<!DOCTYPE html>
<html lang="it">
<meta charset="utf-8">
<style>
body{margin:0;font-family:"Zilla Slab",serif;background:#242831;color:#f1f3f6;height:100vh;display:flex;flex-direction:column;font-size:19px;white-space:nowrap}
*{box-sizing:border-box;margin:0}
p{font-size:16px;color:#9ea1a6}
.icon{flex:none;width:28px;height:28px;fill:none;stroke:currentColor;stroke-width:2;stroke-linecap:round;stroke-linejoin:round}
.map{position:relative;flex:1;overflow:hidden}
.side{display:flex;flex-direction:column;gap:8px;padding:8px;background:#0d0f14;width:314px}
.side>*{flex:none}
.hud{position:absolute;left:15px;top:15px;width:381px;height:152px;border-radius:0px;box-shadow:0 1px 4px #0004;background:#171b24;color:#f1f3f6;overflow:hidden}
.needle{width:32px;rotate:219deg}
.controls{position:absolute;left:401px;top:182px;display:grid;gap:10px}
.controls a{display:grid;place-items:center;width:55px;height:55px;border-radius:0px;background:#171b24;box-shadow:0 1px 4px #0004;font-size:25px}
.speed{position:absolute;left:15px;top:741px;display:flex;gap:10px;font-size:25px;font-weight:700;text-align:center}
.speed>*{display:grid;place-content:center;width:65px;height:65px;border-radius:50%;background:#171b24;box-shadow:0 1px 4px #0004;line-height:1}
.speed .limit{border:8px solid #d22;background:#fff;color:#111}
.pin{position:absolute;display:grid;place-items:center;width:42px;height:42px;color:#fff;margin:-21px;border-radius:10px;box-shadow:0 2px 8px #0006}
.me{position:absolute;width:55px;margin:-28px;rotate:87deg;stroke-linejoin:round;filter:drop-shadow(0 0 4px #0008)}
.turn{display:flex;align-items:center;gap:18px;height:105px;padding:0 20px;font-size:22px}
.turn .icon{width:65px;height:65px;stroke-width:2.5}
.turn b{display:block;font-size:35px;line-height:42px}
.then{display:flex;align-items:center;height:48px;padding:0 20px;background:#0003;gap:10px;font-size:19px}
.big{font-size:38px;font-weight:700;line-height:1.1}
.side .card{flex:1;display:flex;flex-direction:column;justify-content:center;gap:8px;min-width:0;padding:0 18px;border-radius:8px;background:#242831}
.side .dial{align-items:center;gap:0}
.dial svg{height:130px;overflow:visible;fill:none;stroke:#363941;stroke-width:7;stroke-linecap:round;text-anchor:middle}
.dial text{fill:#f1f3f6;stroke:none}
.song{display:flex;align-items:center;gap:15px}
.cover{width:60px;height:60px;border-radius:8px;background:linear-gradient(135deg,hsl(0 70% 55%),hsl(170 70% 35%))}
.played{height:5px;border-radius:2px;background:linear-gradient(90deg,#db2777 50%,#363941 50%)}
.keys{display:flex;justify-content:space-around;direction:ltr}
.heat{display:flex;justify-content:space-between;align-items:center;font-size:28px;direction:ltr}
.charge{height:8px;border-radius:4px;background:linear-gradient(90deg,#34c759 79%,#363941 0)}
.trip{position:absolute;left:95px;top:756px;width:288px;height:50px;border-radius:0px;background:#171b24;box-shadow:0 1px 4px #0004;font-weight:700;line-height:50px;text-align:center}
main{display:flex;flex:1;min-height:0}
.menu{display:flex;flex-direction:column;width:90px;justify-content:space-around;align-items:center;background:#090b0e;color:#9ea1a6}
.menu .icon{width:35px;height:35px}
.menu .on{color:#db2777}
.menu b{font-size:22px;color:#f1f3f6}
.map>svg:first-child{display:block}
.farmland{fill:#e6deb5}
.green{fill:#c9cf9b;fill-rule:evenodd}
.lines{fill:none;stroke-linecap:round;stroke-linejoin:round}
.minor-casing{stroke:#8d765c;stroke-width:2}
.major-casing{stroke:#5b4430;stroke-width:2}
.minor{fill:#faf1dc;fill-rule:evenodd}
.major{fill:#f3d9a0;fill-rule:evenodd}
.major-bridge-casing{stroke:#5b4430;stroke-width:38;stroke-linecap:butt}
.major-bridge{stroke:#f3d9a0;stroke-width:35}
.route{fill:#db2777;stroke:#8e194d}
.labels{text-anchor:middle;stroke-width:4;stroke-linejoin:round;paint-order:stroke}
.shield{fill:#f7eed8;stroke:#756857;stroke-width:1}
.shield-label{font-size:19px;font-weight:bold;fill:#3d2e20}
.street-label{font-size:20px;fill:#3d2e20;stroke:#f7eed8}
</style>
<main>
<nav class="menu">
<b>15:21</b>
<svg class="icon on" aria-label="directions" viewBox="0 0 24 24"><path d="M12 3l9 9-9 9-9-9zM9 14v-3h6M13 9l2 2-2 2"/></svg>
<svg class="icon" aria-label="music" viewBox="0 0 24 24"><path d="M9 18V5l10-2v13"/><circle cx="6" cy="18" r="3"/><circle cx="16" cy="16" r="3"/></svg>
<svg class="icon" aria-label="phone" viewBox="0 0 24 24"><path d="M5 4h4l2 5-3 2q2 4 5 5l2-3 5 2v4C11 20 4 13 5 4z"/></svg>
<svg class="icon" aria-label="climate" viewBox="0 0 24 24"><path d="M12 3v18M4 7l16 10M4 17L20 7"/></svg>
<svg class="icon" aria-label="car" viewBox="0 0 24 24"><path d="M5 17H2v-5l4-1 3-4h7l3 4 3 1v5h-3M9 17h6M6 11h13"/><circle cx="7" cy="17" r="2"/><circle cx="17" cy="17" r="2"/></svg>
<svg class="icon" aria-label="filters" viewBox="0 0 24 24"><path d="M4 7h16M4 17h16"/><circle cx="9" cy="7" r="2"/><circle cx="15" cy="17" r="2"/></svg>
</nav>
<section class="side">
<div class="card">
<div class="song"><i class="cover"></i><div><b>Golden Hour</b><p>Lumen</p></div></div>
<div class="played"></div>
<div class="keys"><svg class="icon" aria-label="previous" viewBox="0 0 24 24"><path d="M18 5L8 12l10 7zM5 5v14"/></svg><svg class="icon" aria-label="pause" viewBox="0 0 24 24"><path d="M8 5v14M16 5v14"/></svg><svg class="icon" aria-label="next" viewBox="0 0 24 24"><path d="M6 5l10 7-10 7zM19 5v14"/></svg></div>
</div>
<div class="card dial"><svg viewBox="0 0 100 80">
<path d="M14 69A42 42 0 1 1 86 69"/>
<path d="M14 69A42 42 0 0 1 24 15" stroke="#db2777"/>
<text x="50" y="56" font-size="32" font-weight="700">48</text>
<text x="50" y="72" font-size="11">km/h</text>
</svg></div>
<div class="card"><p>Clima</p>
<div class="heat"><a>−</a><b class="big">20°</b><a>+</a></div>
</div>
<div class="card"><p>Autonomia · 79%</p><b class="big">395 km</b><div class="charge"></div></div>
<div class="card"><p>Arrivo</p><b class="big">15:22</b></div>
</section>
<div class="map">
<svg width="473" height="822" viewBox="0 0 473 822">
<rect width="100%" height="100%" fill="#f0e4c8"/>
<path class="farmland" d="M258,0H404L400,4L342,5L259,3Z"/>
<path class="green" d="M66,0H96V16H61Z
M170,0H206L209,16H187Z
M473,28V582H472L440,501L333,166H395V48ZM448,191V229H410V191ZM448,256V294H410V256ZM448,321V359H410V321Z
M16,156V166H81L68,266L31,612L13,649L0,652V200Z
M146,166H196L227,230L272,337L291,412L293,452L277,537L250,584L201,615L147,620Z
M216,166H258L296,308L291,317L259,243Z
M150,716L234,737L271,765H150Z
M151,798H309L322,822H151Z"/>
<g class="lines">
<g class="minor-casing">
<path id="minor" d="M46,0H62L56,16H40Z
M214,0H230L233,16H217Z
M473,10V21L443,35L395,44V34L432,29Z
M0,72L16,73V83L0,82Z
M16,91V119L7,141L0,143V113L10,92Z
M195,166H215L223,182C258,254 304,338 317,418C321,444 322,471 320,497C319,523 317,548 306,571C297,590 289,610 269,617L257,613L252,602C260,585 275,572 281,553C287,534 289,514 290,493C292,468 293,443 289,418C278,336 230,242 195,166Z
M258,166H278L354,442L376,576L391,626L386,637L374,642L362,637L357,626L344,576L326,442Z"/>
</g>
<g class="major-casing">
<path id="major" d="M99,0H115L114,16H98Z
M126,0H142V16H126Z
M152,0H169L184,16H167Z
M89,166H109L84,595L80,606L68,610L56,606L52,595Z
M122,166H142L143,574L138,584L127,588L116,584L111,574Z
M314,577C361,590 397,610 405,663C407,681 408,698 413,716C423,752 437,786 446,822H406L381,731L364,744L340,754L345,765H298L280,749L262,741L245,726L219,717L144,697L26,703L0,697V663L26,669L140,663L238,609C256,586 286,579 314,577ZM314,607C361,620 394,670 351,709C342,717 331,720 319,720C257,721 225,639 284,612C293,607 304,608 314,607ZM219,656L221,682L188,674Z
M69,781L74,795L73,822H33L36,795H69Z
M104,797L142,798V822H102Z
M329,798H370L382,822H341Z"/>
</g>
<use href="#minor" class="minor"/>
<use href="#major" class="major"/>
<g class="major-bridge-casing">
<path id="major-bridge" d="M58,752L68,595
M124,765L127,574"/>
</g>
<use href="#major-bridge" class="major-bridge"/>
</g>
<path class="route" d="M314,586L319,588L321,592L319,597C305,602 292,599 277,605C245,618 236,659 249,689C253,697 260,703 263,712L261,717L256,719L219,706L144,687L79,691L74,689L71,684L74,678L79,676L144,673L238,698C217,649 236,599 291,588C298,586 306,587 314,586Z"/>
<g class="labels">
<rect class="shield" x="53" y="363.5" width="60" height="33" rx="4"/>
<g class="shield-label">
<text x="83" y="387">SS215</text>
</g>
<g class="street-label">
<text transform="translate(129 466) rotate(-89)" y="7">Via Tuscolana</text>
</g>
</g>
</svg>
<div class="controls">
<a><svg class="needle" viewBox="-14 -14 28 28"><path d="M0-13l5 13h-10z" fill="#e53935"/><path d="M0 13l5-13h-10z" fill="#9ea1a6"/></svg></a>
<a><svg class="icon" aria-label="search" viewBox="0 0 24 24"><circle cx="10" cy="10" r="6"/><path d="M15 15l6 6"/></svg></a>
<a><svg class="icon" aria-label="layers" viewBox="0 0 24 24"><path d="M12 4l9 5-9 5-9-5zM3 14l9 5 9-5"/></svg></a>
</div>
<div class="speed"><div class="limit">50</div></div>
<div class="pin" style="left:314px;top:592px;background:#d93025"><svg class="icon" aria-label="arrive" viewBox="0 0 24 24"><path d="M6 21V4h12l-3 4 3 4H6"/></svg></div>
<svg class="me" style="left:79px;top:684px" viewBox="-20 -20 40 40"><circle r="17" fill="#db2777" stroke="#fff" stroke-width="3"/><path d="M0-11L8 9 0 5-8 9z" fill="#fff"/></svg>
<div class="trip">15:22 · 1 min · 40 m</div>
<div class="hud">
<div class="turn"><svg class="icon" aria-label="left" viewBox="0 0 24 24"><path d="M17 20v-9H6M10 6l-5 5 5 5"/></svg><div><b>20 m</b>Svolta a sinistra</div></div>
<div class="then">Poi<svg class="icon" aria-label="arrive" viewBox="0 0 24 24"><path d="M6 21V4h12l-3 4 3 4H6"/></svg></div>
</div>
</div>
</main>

::::

**The problem**
Among the records above, repeat exactly the line with "3v18M4 7l16 10M4", the line with "M170,0H206L209,16H187Z", and every line in between, and only those.

**Exercise result**
<svg class="icon" aria-label="climate" viewBox="0 0 24 24"><path d="M12 3v18M4 7l16 10M4 17L20 7"/></svg>
<svg class="icon" aria-label="car" viewBox="0 0 24 24"><path d="M5 17H2v-5l4-1 3-4h7l3 4 3 1v5h-3M9 17h6M6 11h13"/><circle cx="7" cy="17" r="2"/><circle cx="17" cy="17" r="2"/></svg>
<svg class="icon" aria-label="filters" viewBox="0 0 24 24"><path d="M4 7h16M4 17h16"/><circle cx="9" cy="7" r="2"/><circle cx="15" cy="17" r="2"/></svg>
</nav>
<section class="side">
<div class="card">
<div class="song"><i class="cover"></i><div><b>Golden Hour</b><p>Lumen</p></div></div>
<div class="played"></div>
<div class="keys"><svg class="icon" aria-label="previous" viewBox="0 0 24 24"><path d="M18 5L8 12l10 7zM5 5v14"/></svg><svg class="icon" aria-label="pause" viewBox="0 0 24 24"><path d="M8 5v14M16 5v14"/></svg><svg class="icon" aria-label="next" viewBox="0 0 24 24"><path d="M6 5l10 7-10 7zM19 5v14"/></svg></div>
</div>
<div class="card dial"><svg viewBox="0 0 100 80">
<path d="M14 69A42 42 0 1 1 86 69"/>
<path d="M14 69A42 42 0 0 1 24 15" stroke="#db2777"/>
<text x="50" y="56" font-size="32" font-weight="700">48</text>
<text x="50" y="72" font-size="11">km/h</text>
</svg></div>
<div class="card"><p>Clima</p>
<div class="heat"><a>−</a><b class="big">20°</b><a>+</a></div>
</div>
<div class="card"><p>Autonomia · 79%</p><b class="big">395 km</b><div class="charge"></div></div>
<div class="card"><p>Arrivo</p><b class="big">15:22</b></div>
</section>
<div class="map">
<svg width="473" height="822" viewBox="0 0 473 822">
<rect width="100%" height="100%" fill="#f0e4c8"/>
<path class="farmland" d="M258,0H404L400,4L342,5L259,3Z"/>
<path class="green" d="M66,0H96V16H61Z
M170,0H206L209,16H187Z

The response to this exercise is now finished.